“To M. de Breteuil he wrote, ‘they found me a little difficult in my turn and they said it was only because I was so sought after; but since I desired absolutely to fix public opinion by a new examination of the piece, I insisted, and so they have accorded me the severe historian, Gaillard of the French Academy.’

“This,” continues Loménie, “was well thought out. Just before a court festival, where all were eagerly awaiting the representation, what censor, no matter how arbitrary, would dare interfere by spoiling their joy and provoking the anger of the powerful lords who ordered the festival? And so, as was to be expected, the report of the censure was ‘completely favorable.’”

But Beaumarchais was not yet satisfied. “The play approved once more,” he wrote in his memoirs to M. de Breteuil, “I carried my precaution so far that I required before I would consent to its being played at the festival, the express promise of the magistracy that the Comédie-Française might consider it as belonging to their theater and I dare certify that that assurance was given by M. Lenoir, who certainly believed everything complete as did I myself.”

“To appreciate the diplomatic value,” continues Loménie, “of this passage, and the art with which Beaumarchais in the suppleness of his tenacity knew how to bind over the people who inconvenienced him, and that he could not openly attack, it is well to recall that at this moment he was struggling against an express prohibition of the representation of his play by the king, a prohibition that his majesty consented to lift only for one day, in a particular house and that only to gratify his brother the Comte d’Artois and M. de Vaudreuil.”

Beaumarchais, on his side, was sincere in not wishing to let it be played at Grennevilliers except on condition that he be formally promised that sooner or later it would be given to the public; but since he did not dare to push the matter so far, he saw the way to take one step in advance, by inventing the beautiful paraphrase that had just been read, which became a sort of vague engagement contracted with him and upon which he would depend very soon to push matters still further.
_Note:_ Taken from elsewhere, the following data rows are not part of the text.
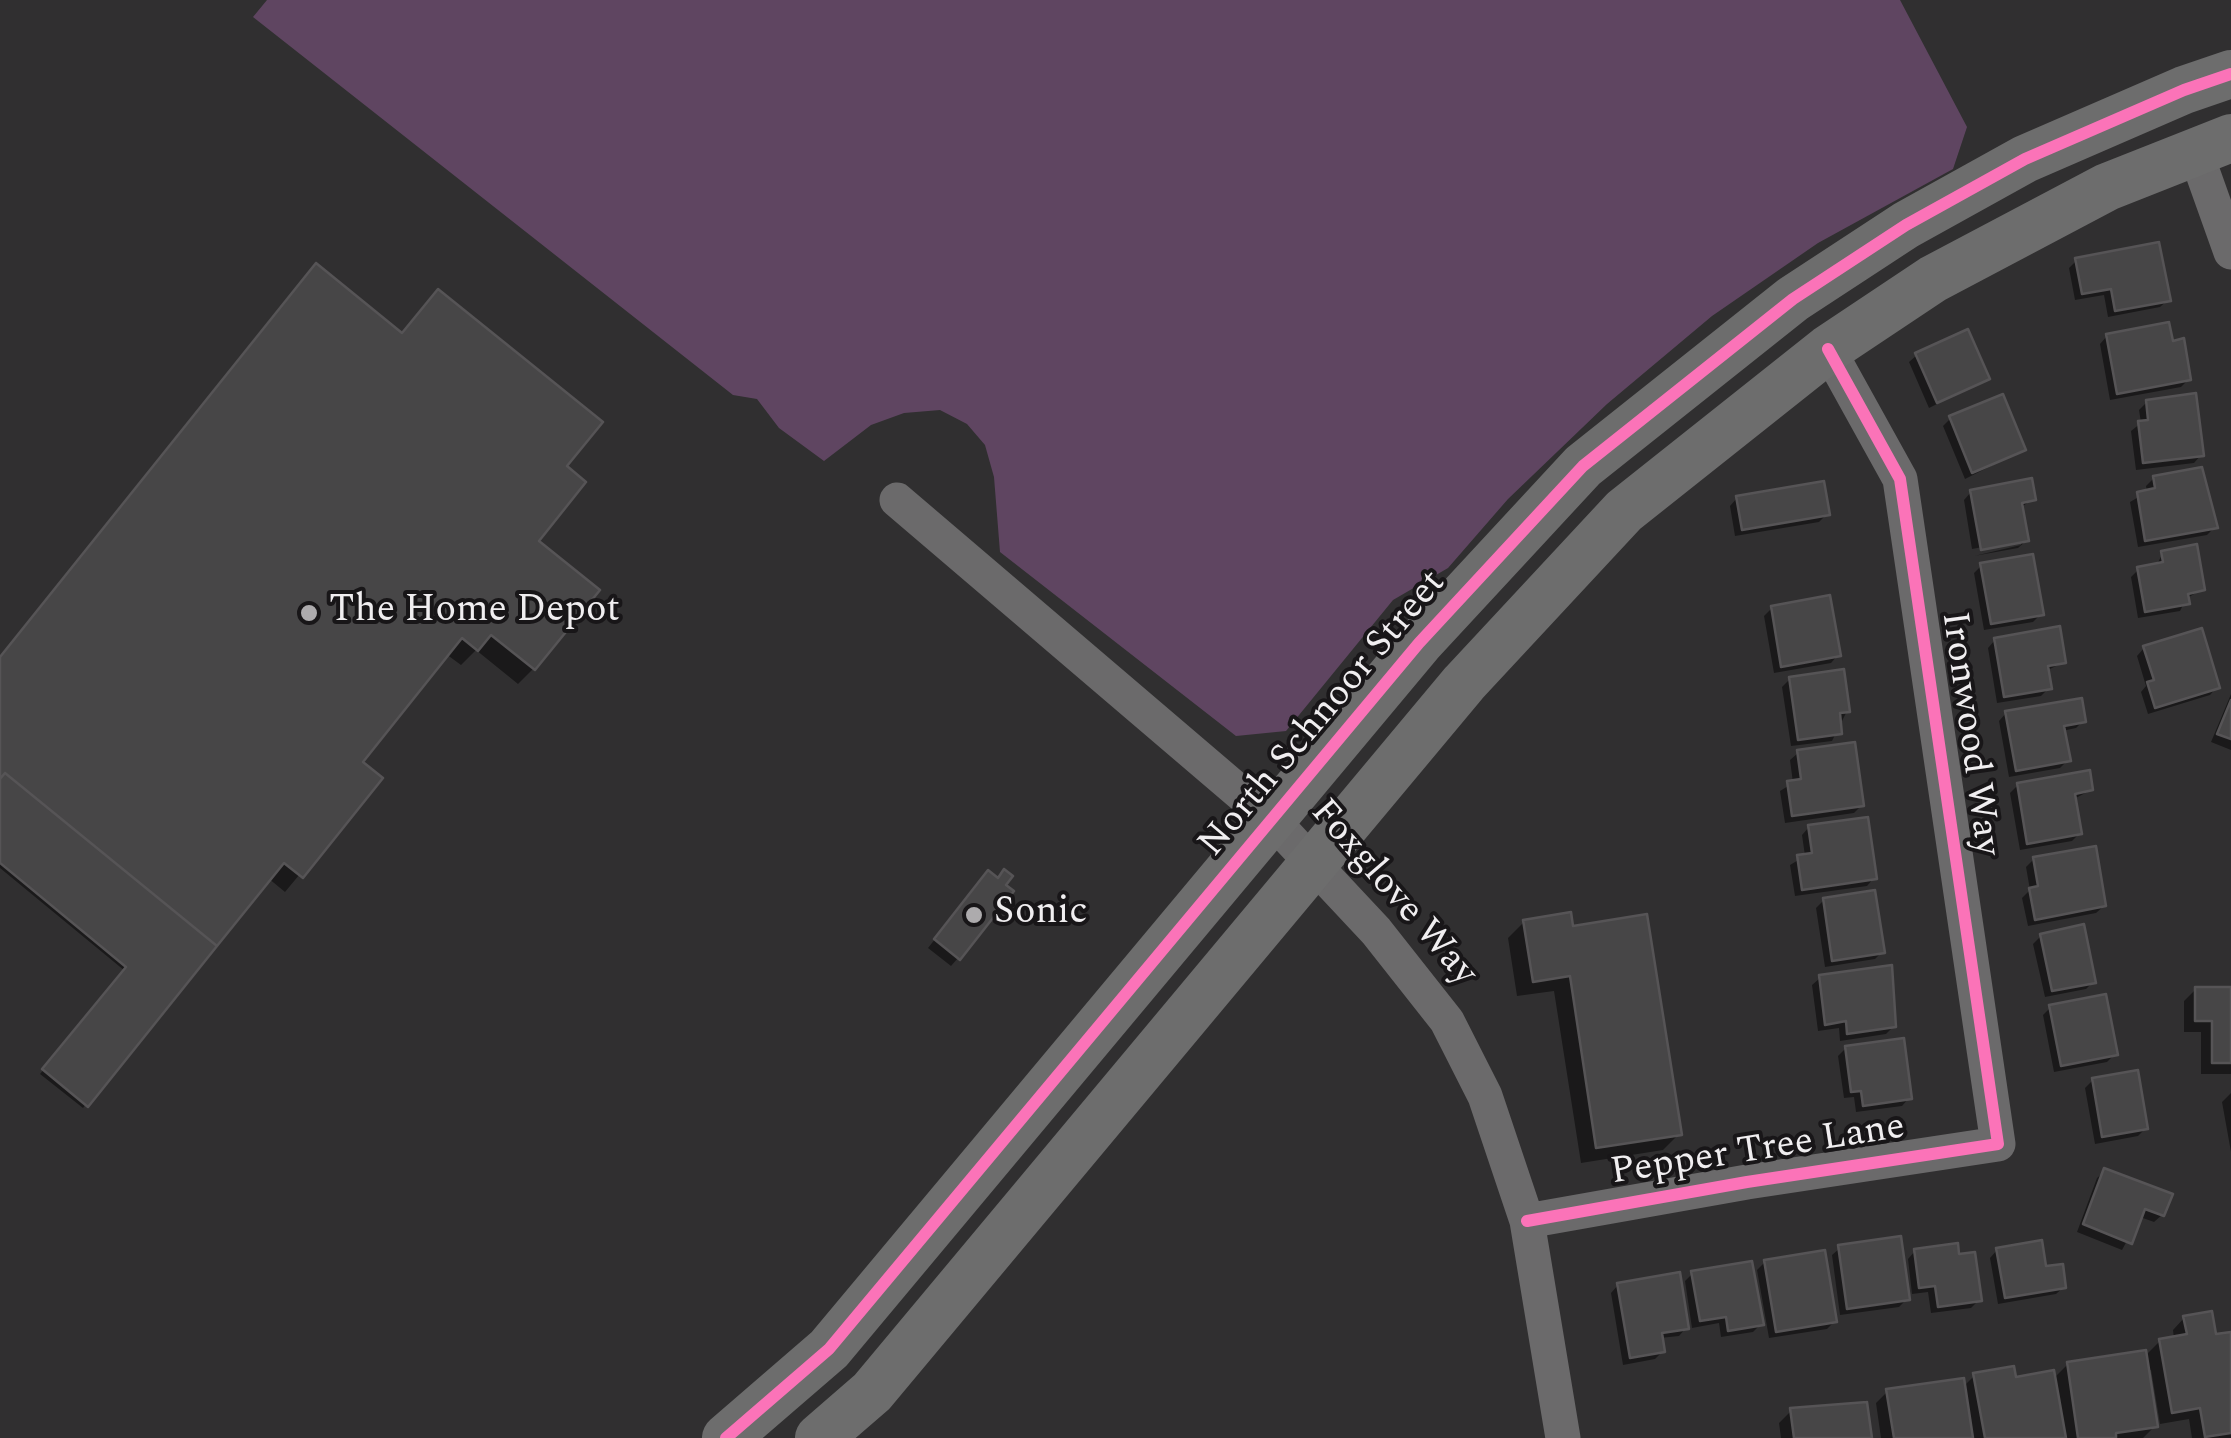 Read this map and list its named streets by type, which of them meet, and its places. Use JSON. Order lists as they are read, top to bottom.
{
  "streets": {
    "street": [
      "North Schnoor Street",
      "Ironwood Way",
      "Foxglove Way",
      "Pepper Tree Lane"
    ]
  },
  "crossings": [
    ["North Schnoor Street", "Foxglove Way"],
    ["Ironwood Way", "Pepper Tree Lane"],
    ["Foxglove Way", "Pepper Tree Lane"]
  ],
  "places": ["The Home Depot", "Sonic"]
} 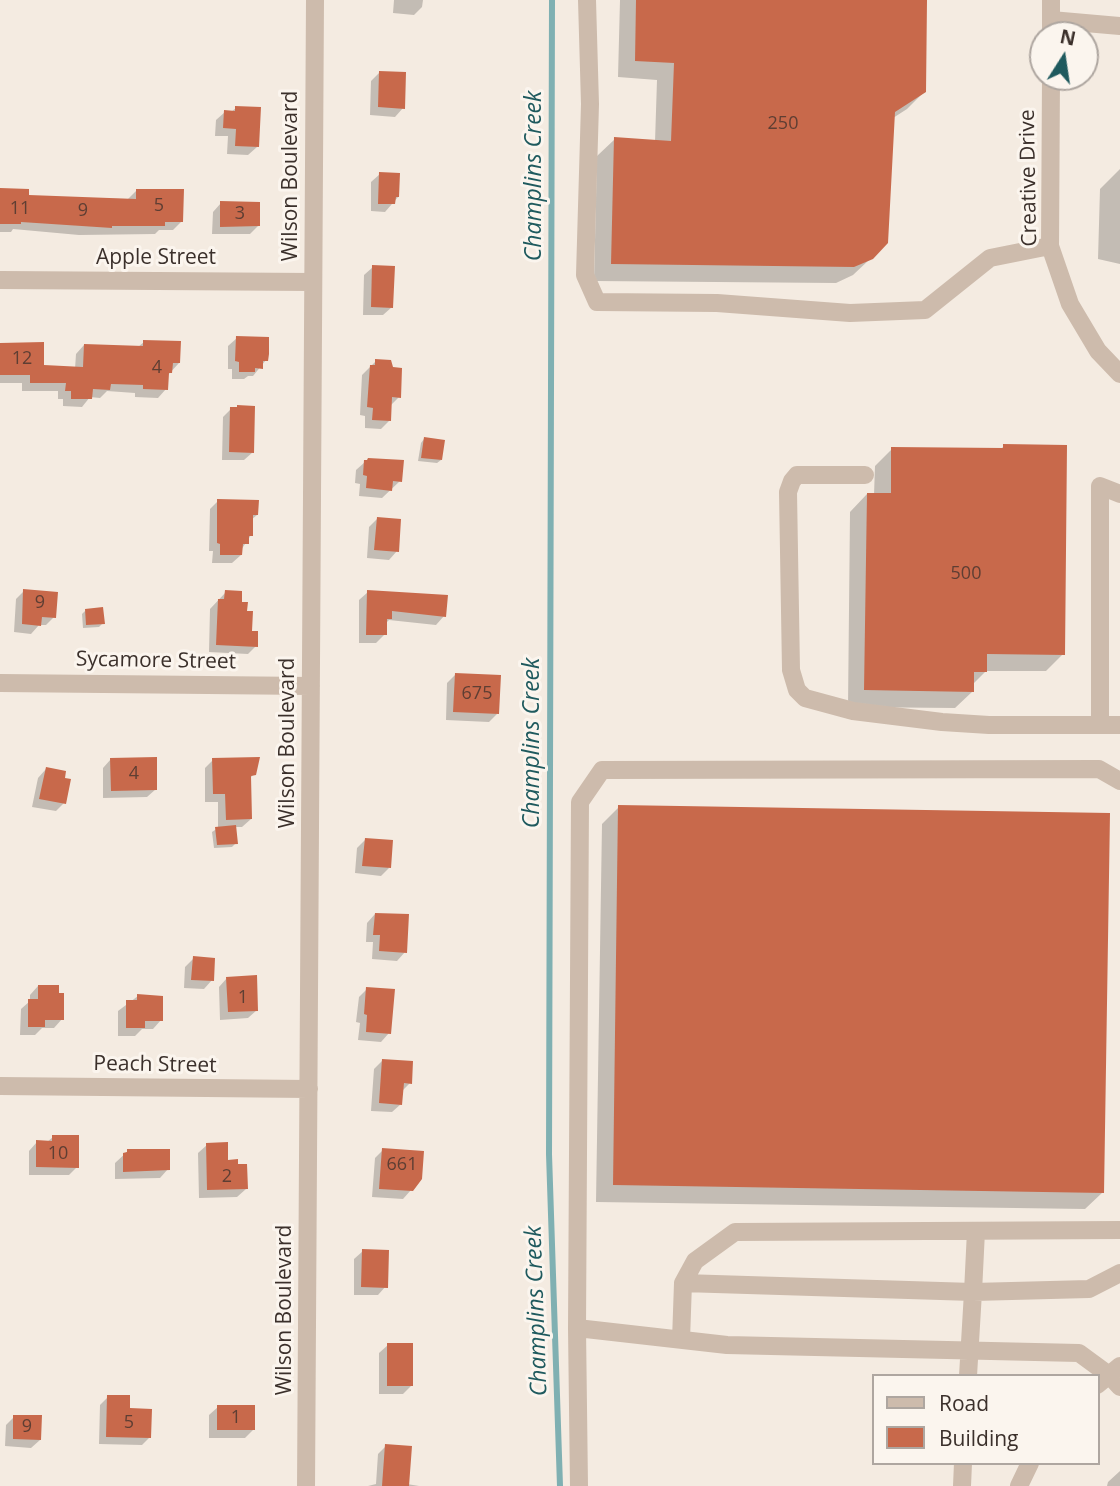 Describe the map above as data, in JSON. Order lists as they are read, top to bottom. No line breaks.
{"streets":{"street":["Wilson Boulevard","Creative Drive","Apple Street","Sycamore Street","Peach Street"]},"crossings":[["Wilson Boulevard","Apple Street"],["Wilson Boulevard","Sycamore Street"],["Wilson Boulevard","Peach Street"]],"water":["Champlins Creek"],"house_numbers":["250","5","11","9","3","12","4","500","9","675","4","1","10","661","2","1","5","9"],"legend":["Road","Building"],"north":"top"}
On these conditions he finally accorded the permission asked, and M. de Vaudreuil thanked him in a letter which proves as far as he was concerned, that he accepted the engagement in the sense understood by Beaumarchais. He wrote:

JOHN JAY

“The comte de Vaudreuil has the honor to thank M. de Beaumarchais for the kindness which he has shown in allowing his piece to be played at Grennevilliers. The comte de Vaudreuil has seized with alacrity this opportunity of giving to the public a chef d’œuvre which it awaits with impatience. The presence of Monseigneur the comte d’Artois and the real merit of this charming piece will in the end destroy all the obstacles which have retarded its representation. The comte de Vaudreuil hopes very soon to be able to thank M. de Beaumarchais personally.